Seidel was again arrested last Sept. 10, less than a month after his release from prison, on a probation violation after meth and cocaine showed up in a urine test, among other violations. Awaiting the disposition on that new case, he got angry with his malfunctioning tablet on October 30, smashed it and broke it. That added a misdemeanor charge–and yet another probation violation. He pleaded and was sentenced to a year at the county jail.

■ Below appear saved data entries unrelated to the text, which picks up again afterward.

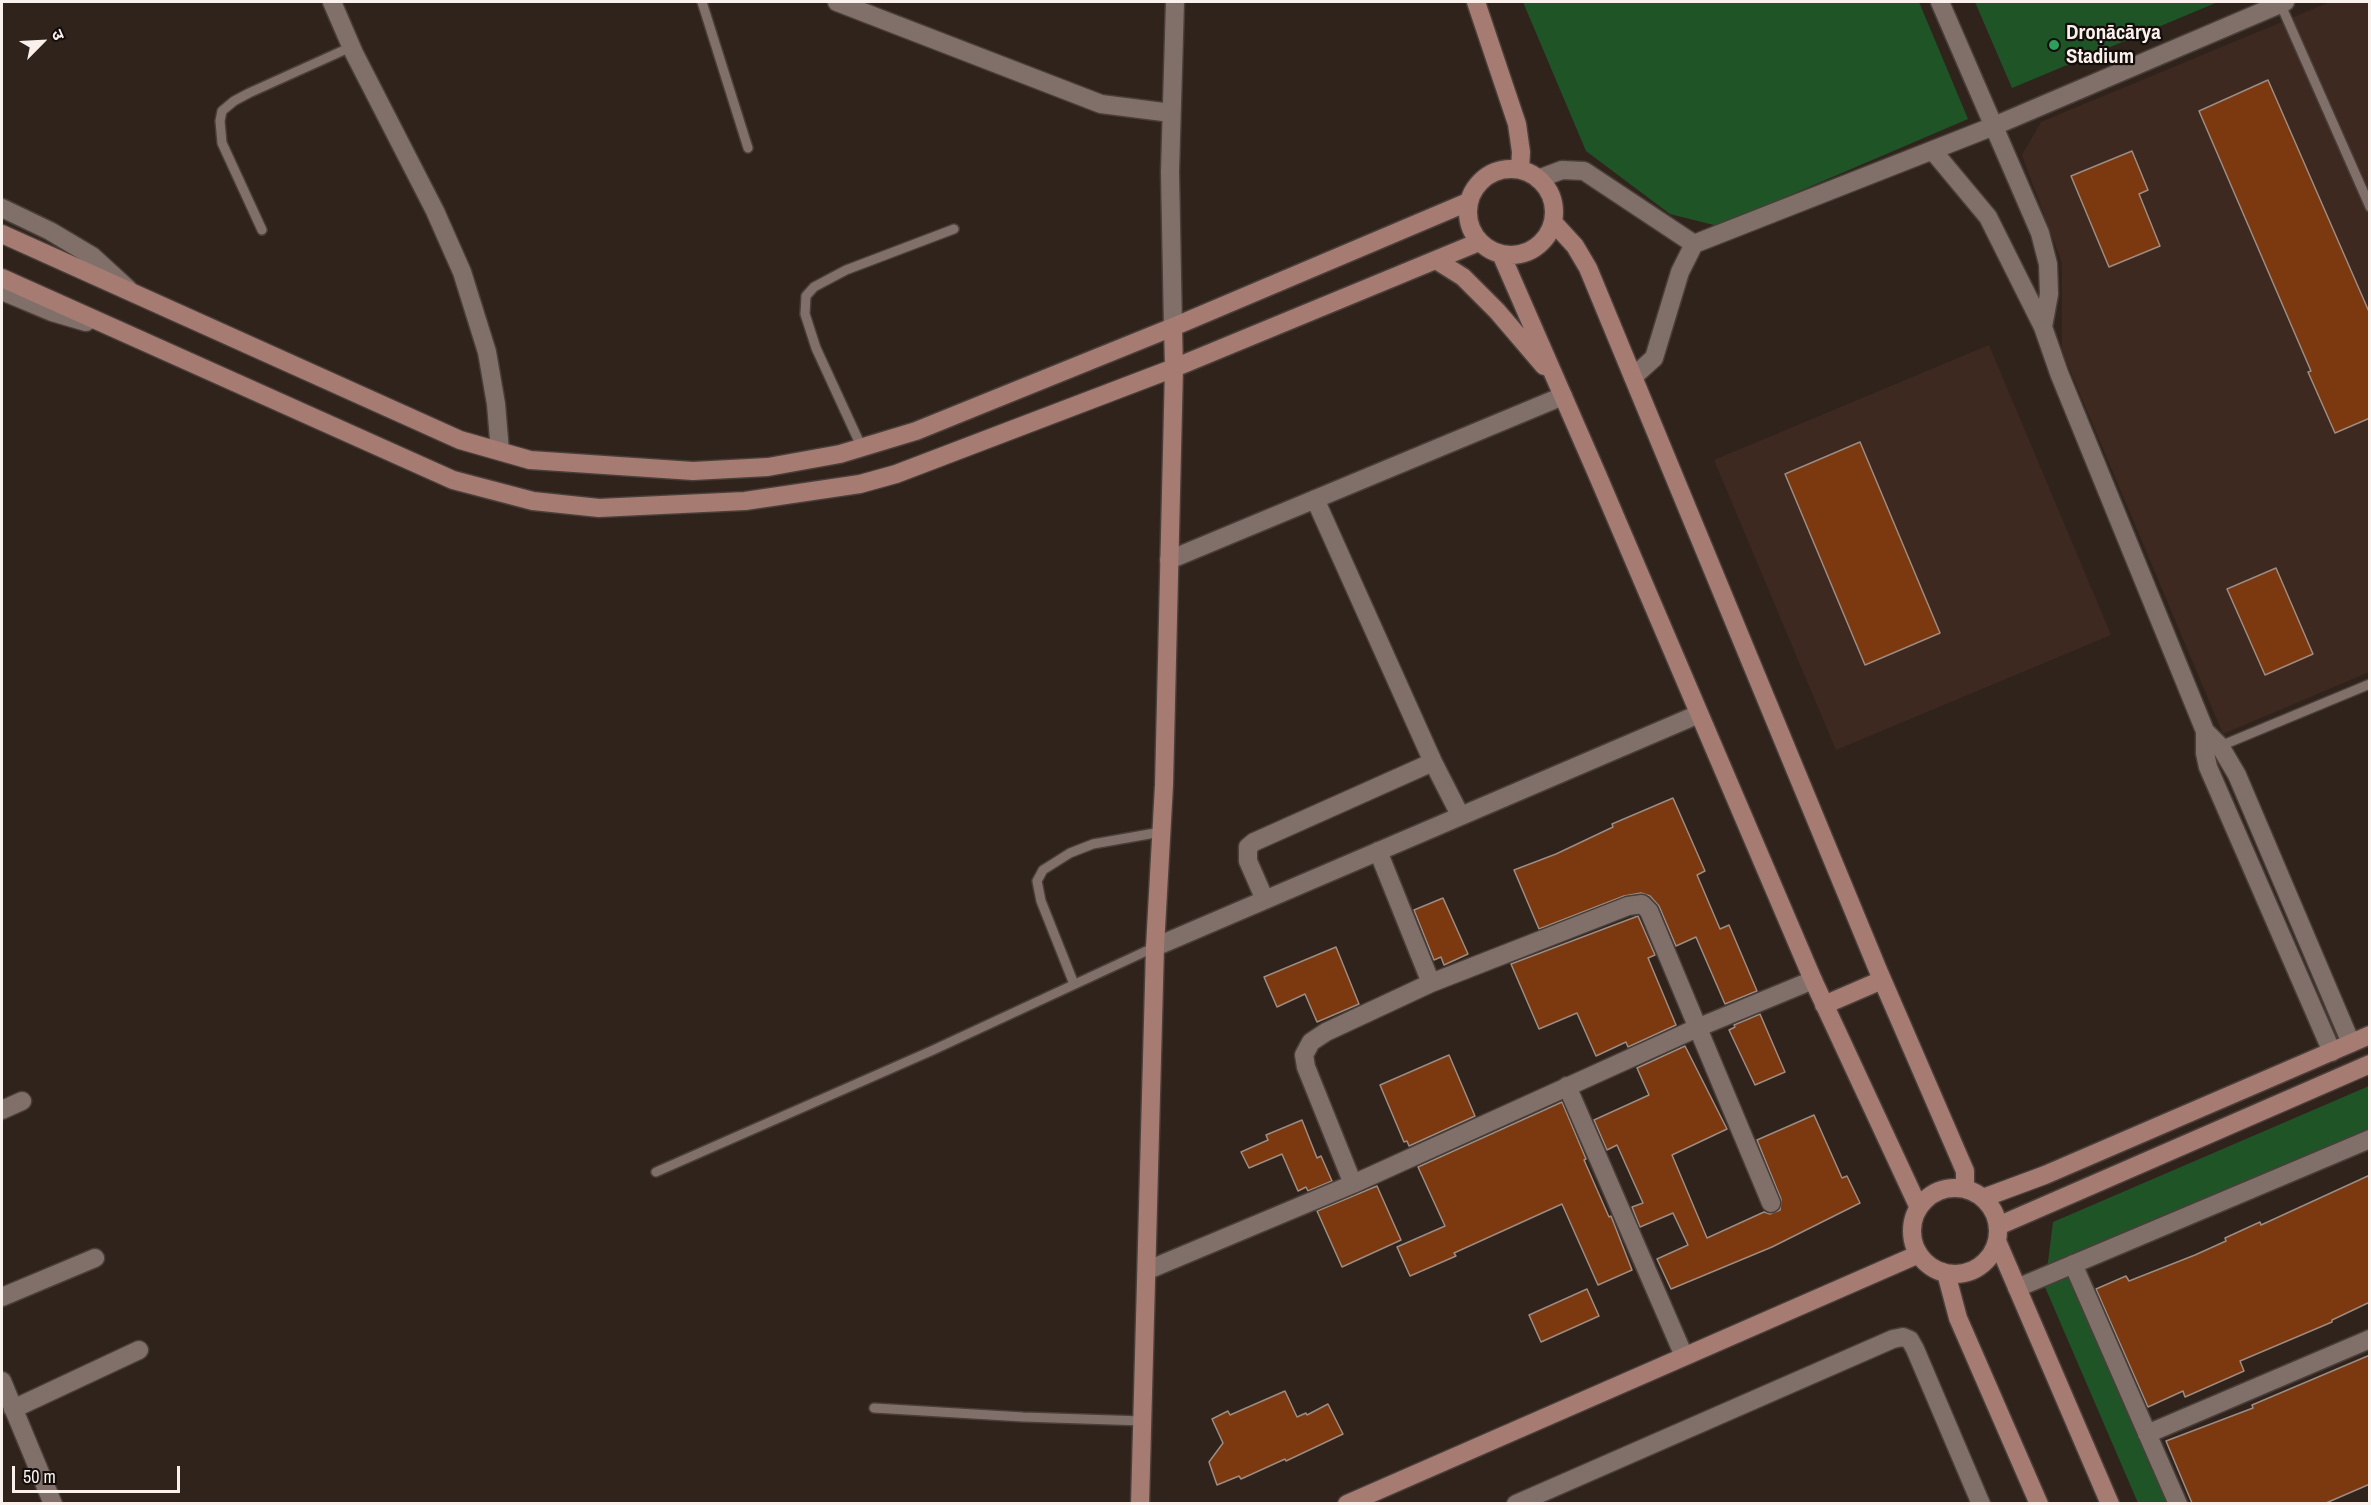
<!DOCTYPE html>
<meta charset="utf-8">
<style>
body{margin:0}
#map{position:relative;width:2371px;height:1505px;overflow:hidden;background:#30231c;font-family:"Archivo Narrow","Noto Sans Devanagari",sans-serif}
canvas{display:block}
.frame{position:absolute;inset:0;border:3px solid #faf0ec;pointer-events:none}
.north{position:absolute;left:12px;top:12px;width:60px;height:60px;-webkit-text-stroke:4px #130d0b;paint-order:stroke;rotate:66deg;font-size:16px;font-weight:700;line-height:24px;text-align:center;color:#faf0ec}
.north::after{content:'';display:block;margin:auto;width:21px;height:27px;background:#faf0ec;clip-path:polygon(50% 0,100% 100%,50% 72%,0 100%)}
.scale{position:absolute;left:12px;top:1466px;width:168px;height:27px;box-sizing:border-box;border:3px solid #faf0ec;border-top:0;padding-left:8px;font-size:18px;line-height:21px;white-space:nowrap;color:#faf0ec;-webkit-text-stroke:4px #130d0b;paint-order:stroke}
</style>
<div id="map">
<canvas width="2371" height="1505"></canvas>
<div class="frame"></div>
<div class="north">उ</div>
<div class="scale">50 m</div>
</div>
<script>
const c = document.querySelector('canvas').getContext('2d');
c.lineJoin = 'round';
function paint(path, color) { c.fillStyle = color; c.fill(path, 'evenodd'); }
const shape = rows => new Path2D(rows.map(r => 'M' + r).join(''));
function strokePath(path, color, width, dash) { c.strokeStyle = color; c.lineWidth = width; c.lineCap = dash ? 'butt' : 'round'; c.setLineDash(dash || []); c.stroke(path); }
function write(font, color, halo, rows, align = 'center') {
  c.font = font + ' "Archivo Narrow",sans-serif'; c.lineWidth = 4.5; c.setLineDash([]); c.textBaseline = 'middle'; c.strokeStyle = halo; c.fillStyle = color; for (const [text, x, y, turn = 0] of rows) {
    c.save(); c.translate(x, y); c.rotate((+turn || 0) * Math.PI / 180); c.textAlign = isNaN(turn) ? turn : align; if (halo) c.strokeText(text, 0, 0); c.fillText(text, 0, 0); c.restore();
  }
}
const built = shape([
 [2330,2,2369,2,2369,672,2223,734,2062,351,2062,263,2022,155,2041,122],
 [1989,345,2111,635,1836,750,1714,460]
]);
const green = shape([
 [1523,2,1919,2,1968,119,1718,226,1670,214,1586,151],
 [1975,2,2218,2,2012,88],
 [2369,1086,2369,1132,2065,1266,2168,1503,2138,1503,2042,1280,2048,1262,2053,1222]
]);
const building = shape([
 [2268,80,2370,314,2370,418,2335,433,2308,372,2311,371,2199,111,2268,80],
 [2132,151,2148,190,2139,194,2160,246,2109,267,2071,176,2132,151],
 [1860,442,1940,633,1865,665,1785,474,1860,442],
 [2276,568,2313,654,2265,675,2227,589,2276,568],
 [1673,798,1705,871,1697,875,1720,929,1729,925,1757,991,1725,1004,1696,937,1676,946,1659,906,1650,896,1641,893,1624,896,1539,929,1514,870,1556,854,1613,827,1612,824,1673,798],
 [1443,898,1468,954,1444,965,1441,957,1434,960,1414,910,1443,898],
 [1638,916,1655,955,1648,958,1676,1025,1628,1047,1626,1042,1596,1056,1577,1013,1539,1029,1511,964,1638,916],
 [1336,947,1359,1004,1317,1022,1305,994,1277,1007,1264,977,1336,947],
 [1760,1014,1785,1072,1755,1085,1729,1030,1735,1027,1734,1025,1760,1014],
 [1685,1046,1727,1129,1672,1155,1707,1238,1764,1212,1770,1214,1780,1210,1781,1199,1757,1140,1814,1115,1842,1178,1847,1176,1860,1203,1772,1247,1671,1289,1657,1259,1688,1245,1673,1213,1640,1227,1632,1207,1643,1203,1617,1145,1607,1150,1594,1120,1649,1095,1637,1068,1685,1046],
 [1449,1055,1475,1116,1409,1146,1407,1141,1404,1142,1380,1085,1449,1055],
 [1562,1102,1586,1159,1584,1160,1609,1217,1611,1216,1632,1270,1598,1285,1562,1204,1454,1253,1456,1256,1410,1276,1397,1247,1445,1226,1418,1167,1562,1102],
 [1302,1120,1317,1158,1321,1156,1332,1181,1308,1191,1306,1187,1298,1191,1282,1154,1249,1168,1241,1152,1268,1140,1266,1135,1302,1120],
 [2370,1175,2370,1302,2332,1320,2332,1322,2240,1361,2244,1371,2185,1397,2183,1391,2148,1407,2096,1289,2126,1276,2129,1281,2195,1255,2226,1241,2225,1238,2260,1222,2261,1225,2370,1175],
 [1377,1186,1401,1240,1342,1267,1317,1211,1377,1186],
 [1587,1289,1599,1316,1541,1342,1529,1315,1587,1289],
 [2370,1355,2370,1484,2326,1503,2192,1503,2166,1441,2253,1408,2252,1405,2370,1355],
 [1285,1391,1297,1417,1306,1413,1307,1415,1328,1404,1343,1434,1286,1461,1285,1459,1241,1479,1239,1476,1217,1485,1209,1462,1223,1443,1212,1419,1228,1411,1230,1415,1285,1391]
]);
const lane = shape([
 [702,2,748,148],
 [2280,3,2370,207],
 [262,230,222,143,220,121,222,111,234,101,249,93,351,47],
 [862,448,816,348,805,314,806,296,814,287,846,270,954,229],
 [2218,747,2370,684],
 [1074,984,1041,901,1037,881,1043,870,1070,853,1093,844,1161,832],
 [656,1172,931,1051,1155,947],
 [874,1408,1023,1417,1143,1421]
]);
const street = shape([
 [332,2,354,53,435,211,462,272,487,352,496,404,500,451],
 [837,2,1101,104,1171,113],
 [1940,2,2040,233,2048,264,2049,294,2043,327],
 [1933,151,1988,217,2043,327,2059,373,2205,731,2205,753,2208,767,2332,1052],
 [1538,179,1562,170,1584,171,1694,244],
 [2,208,50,231,92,256,128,289],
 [2,291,52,312,86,322],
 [1173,327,1170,172,1175,2],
 [1633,377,1654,358,1680,272,1694,244,1994,126,2285,2],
 [1315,499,1433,762,1460,815],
 [1169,560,1563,396],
 [2205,731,2220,746,2237,775,2351,1043],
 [1378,851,1431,983],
 [1265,900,1248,861,1248,847,1254,842,1433,762],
 [1155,947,1699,714],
 [1567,1086,1684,1356],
 [2,1110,22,1101],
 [1353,1184,1306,1067,1304,1055,1311,1042,1326,1032,1431,983,1628,906,1642,904,1649,911,1771,1203],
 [2073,1264,2178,1504],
 [1148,1270,1353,1184,1697,1028,1813,980],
 [2017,1288,2370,1139],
 [2,1297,95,1258],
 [2,1381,53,1504],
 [13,1409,139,1350],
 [2147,1434,2370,1339],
 [1516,1504,1893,1339,1903,1337,1910,1340,1915,1349,1981,1504]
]);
const secondary = shape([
 [1476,2,1517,124,1521,152,1520,169],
 '1468 212a43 43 0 1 1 86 0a43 43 0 1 1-86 0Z',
 [1553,222,1575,246,1588,268,1878,970,1965,1171,1965,1189],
 [2,234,460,440,530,460,693,471,768,467,840,454,916,431,1173,327,1468,202],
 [1501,254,1597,474,1813,980,1919,1208],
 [1436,260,1463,277,1497,311,1544,366],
 [2,278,453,480,533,501,599,508,745,501,860,484,896,474,1174,368,1479,242],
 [1824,1005,1882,980],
 '1912 1231a43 43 0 1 1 86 0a43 43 0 1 1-86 0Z',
 [1983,1198,2045,1175,2370,1035],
 [1998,1226,2370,1064],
 [1997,1241,2110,1504],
 [1946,1273,1958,1318,2039,1504],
 [1140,1504,1155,947,1164,785,1174,368,1173,327],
 [1347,1504,1919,1254]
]);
const markers = [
 [2054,45,6,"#2e9e5b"]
];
const poiNames = [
 ["Droṇācārya",2066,33],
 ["Stadium",2066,57]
];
paint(built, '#3d2920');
paint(green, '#1f5526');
paint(building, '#7c380e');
strokePath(building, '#9c8c83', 1.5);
strokePath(lane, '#493e39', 12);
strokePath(street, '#493e39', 21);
strokePath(secondary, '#493e39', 21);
strokePath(lane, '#807069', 9);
strokePath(street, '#807069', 18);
strokePath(secondary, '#a57b72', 18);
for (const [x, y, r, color] of markers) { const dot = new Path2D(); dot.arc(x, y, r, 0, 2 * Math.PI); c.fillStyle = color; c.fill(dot); strokePath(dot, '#130d0b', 2); }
write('bold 21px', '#faf0ec', '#130d0b', poiNames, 'left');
</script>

“Now they’ll rack themselves up plenty of prison time, all for some cookies and chips,” Sheriff Rick Staly was quoted as saying in the release. “We don’t tolerate poison peddlers or illegal drugs in the community, and I sure as hell won’t tolerate it [in] our jail.”






























Pogo says
Human Nature 101
Advanced studies
https://www.google.com/search?q=informal+economy
JimboXYZ says
Meh, let them OD on Fentanyl all they want. No Narcan for them ! Save society the unnecessary expense for their stupidity. Will save the rest of us from having to waste the time & resources for them going back to prison after serving these sentences. That’s if they even get that far to be the incurable, unsolvable drug addiction(s) problem(s) that they are. Nobody wants them around in the residential for being free after prison release anyway. Imagine being the victim & these people renting a duplex next to your family. Constantly having to watch them so their hobbies don’t involve other crimes up & down the street ? I, as do too many others have no time to sort that out for any of the risks involved. Life is just too short for that nonsense. Not my job to be the one that has to report their next drug house operation to FCSO, not like there’s a reward for turning them in or any compensation for it. It’s bad enough with the pedophiles that end up moving in somewhere that do & don’t register as SO’s & SP’s.
Endless dark money says
Isn’t their little jail store the most expensive store in the world. So why get upset when people have to sell drugs just to pay the profit fees for pair of dollar store slippers. Cops always pocket the money for drugs it’s why they don’t go after identity theft. Not profitable enough.